Given what has gone on globally, B.C. residents aren’t so ready to trust.
B.C. health officials have not been forthcoming with details about where people afflicted with COVID-19 live or what schools are affected. File photo

Despite Health Minister Adrian Dix’s assurances that B.C. is doing more than other jurisdictions to test for potential coronavirus cases, we are skeptical health officials have a handle on everything.

Many were complacent when we started to see the rate of the disease spread slowing in China, so it was a surprise that a woman with no contacts with China but who had travelled in Iran had contracted the virus.

The case also appeared to be a surprise to B.C. health officials, who admitted that the case was a sentinel event.

Thankfully, the 30-year-old woman took it upon herself to bring her case to the attention of authorities, even though all messaging had been directed towards people travelling from China.
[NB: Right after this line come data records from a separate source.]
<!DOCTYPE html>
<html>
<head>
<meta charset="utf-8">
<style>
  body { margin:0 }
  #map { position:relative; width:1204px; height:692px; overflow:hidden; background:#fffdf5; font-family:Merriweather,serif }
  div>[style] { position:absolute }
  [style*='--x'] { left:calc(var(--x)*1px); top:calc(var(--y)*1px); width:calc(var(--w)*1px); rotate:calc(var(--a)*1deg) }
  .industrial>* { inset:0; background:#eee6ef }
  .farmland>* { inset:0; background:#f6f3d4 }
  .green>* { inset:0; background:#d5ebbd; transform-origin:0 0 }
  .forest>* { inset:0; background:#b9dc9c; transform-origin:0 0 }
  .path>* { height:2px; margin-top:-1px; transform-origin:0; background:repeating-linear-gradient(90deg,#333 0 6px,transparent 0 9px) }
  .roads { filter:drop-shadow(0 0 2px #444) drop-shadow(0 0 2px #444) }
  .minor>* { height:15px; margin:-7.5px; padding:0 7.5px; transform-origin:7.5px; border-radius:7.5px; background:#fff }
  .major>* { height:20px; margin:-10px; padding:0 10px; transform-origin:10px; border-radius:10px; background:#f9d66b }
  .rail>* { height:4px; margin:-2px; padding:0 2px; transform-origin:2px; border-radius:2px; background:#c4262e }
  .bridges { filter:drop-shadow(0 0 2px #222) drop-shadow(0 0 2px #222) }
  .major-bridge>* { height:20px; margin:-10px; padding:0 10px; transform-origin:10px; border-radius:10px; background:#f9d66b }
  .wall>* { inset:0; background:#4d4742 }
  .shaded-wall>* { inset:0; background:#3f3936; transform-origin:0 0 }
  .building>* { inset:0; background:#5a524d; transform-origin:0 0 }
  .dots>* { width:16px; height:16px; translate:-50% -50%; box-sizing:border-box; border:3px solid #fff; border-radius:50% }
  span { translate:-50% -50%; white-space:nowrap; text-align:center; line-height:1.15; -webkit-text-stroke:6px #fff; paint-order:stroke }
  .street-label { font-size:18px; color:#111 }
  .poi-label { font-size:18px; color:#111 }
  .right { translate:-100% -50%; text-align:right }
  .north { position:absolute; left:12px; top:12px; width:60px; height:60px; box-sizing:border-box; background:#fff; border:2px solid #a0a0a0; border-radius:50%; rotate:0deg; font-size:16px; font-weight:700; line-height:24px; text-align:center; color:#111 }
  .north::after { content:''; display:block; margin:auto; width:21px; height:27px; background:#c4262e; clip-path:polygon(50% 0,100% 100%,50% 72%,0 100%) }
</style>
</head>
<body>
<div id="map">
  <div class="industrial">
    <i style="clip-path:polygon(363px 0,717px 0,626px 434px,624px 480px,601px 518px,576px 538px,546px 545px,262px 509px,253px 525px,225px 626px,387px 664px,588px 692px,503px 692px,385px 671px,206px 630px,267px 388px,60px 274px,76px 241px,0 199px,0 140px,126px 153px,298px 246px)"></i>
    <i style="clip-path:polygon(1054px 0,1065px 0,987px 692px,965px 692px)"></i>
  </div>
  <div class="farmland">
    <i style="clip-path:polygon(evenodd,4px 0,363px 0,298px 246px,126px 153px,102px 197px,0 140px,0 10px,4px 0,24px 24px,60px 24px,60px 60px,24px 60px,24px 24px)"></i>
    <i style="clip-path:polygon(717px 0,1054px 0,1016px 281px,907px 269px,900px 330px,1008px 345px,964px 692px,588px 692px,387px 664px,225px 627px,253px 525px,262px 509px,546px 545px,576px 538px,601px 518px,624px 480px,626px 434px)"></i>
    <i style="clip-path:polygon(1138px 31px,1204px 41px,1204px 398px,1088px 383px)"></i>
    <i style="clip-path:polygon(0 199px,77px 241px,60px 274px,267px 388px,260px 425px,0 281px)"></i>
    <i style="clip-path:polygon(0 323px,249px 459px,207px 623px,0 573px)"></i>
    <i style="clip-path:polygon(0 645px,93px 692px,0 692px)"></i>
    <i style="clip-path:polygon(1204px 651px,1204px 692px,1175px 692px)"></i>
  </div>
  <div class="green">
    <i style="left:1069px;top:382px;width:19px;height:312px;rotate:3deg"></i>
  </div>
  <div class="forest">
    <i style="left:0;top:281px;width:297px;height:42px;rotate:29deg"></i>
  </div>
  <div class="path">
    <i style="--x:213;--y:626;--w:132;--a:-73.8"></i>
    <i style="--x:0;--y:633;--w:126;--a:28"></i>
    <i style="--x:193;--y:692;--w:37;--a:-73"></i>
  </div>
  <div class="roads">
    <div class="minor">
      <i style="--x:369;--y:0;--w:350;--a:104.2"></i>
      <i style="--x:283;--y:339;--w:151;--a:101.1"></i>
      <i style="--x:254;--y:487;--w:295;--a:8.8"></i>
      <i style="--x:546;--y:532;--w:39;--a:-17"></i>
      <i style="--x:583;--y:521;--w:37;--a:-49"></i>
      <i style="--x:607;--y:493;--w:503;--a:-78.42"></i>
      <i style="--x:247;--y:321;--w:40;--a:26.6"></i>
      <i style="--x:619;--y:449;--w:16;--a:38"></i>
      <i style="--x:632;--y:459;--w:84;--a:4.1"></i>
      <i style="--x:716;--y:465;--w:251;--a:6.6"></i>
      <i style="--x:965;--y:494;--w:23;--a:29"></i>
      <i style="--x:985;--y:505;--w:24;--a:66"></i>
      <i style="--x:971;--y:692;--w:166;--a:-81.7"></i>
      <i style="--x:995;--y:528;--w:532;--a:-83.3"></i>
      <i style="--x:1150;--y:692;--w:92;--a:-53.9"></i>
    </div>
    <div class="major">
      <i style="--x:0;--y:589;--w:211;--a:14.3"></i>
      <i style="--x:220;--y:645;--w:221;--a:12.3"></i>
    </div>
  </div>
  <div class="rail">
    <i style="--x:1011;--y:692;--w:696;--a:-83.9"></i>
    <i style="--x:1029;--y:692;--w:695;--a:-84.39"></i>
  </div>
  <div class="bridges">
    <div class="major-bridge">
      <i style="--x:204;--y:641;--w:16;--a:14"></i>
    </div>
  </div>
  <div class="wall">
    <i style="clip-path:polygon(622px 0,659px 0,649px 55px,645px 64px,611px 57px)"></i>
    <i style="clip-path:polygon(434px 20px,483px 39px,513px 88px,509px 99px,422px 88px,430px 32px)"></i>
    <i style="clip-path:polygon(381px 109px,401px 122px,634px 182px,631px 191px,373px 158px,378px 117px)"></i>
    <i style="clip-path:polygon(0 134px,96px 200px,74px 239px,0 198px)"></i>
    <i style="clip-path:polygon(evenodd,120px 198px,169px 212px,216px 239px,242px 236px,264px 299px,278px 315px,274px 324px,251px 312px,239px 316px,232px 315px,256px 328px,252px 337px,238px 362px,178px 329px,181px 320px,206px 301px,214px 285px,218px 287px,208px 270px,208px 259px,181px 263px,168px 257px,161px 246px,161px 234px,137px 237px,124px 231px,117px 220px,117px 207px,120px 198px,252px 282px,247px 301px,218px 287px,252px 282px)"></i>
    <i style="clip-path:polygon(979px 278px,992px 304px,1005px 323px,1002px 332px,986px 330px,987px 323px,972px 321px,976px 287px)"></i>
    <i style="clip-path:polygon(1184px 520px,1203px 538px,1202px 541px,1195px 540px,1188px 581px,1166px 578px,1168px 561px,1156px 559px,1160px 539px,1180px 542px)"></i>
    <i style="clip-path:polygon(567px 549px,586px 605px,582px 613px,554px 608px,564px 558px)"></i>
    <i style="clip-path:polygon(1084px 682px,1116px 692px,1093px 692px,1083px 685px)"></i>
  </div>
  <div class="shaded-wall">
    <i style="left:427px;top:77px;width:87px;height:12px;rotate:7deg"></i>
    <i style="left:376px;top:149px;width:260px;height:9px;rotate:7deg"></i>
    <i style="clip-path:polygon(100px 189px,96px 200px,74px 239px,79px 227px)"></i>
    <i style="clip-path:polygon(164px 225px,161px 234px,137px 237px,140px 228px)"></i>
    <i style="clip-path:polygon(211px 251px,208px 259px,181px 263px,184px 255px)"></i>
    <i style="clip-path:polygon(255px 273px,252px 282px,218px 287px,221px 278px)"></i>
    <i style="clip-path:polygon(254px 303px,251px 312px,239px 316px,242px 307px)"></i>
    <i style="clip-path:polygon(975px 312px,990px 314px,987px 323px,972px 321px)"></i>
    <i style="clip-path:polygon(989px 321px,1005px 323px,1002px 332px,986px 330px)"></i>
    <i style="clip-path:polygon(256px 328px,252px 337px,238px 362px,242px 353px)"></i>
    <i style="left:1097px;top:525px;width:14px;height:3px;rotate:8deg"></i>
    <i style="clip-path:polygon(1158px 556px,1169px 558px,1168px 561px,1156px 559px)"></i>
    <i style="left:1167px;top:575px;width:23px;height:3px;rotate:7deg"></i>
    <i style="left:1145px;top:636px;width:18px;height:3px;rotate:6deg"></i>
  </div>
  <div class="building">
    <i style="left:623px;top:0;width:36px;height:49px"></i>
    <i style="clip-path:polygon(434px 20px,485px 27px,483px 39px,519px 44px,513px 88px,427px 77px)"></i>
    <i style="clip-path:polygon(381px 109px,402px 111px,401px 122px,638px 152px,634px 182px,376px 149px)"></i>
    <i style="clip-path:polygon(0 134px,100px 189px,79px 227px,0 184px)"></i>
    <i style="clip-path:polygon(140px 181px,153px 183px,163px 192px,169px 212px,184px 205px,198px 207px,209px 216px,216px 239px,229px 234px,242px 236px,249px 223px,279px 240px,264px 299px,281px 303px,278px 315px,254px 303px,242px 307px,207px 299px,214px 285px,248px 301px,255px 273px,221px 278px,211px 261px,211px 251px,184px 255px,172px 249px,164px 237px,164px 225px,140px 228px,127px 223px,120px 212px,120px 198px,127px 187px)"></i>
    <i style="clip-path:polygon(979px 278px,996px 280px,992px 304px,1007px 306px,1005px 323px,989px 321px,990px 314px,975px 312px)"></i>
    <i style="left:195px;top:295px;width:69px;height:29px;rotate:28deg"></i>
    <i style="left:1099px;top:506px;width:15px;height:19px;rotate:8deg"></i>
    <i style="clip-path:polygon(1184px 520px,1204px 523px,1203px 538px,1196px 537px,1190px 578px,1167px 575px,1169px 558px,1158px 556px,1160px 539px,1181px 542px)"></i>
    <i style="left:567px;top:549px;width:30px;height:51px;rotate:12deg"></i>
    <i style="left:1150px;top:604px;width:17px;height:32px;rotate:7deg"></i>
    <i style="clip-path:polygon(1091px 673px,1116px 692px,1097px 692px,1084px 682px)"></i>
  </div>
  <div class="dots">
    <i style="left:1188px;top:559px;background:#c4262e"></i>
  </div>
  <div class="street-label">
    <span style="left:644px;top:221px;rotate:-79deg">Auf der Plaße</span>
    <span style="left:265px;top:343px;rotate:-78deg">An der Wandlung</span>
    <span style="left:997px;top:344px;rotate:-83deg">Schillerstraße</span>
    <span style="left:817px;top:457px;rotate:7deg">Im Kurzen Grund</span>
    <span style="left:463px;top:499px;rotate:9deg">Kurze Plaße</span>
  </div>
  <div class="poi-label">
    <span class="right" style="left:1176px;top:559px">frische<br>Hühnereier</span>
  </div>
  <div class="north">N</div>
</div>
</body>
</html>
Now, while authorities watch for signs of a global pandemic, we wonder whether more could have been done to protect students in School District 43 when it was learned that students somewhere in the Fraser Health region were in contact with the sixth coronavirus case. 

For now, authorities are saying, approximately, "Trust us."

People want to know what school may have been affected but authorities are refusing to tell, saying that they need to respect people’s privacy so they will come forward if they have symptoms.

Given what has gone on globally, B.C. residents aren’t so ready to trust, and the sheer fluke of catching that sixth case is not reassuring — apparently, it’s the result of the province having a low threshold for approving a test.

What we have seen in other countries is a lack of transparency and awareness that has resulted in the spread of the virus, as has happened in South Korea and Italy, so it would seem that naming any affected schools would not so much put people at risk as provide peace of mind to the majority, and a way to distribute information to those in the contact zone.

There are other areas where B.C. health officials are less than forthcoming, too, especially how our province is preparing for a possible pandemic this year and when the disease comes back next year, as it surely will without a vaccine ready in time.

Are beds being set aside for isolation wards? Is there a transport system and equipment available for people needing ventilators? And what other initiatives are in the works?

How is coronavirus different from the cold, flu, SARS and other respiratory ailments? And why should we be concerned? 

Should people stockpile food and medicine? Should businesses have plan? Are doctors willing to sign forms for people needing to explain to employers their need for quarantine? Can extended health benefits be provided for people needing to stay home until they are non-symptomatic?

These are just some of the many questions health officials need to answer.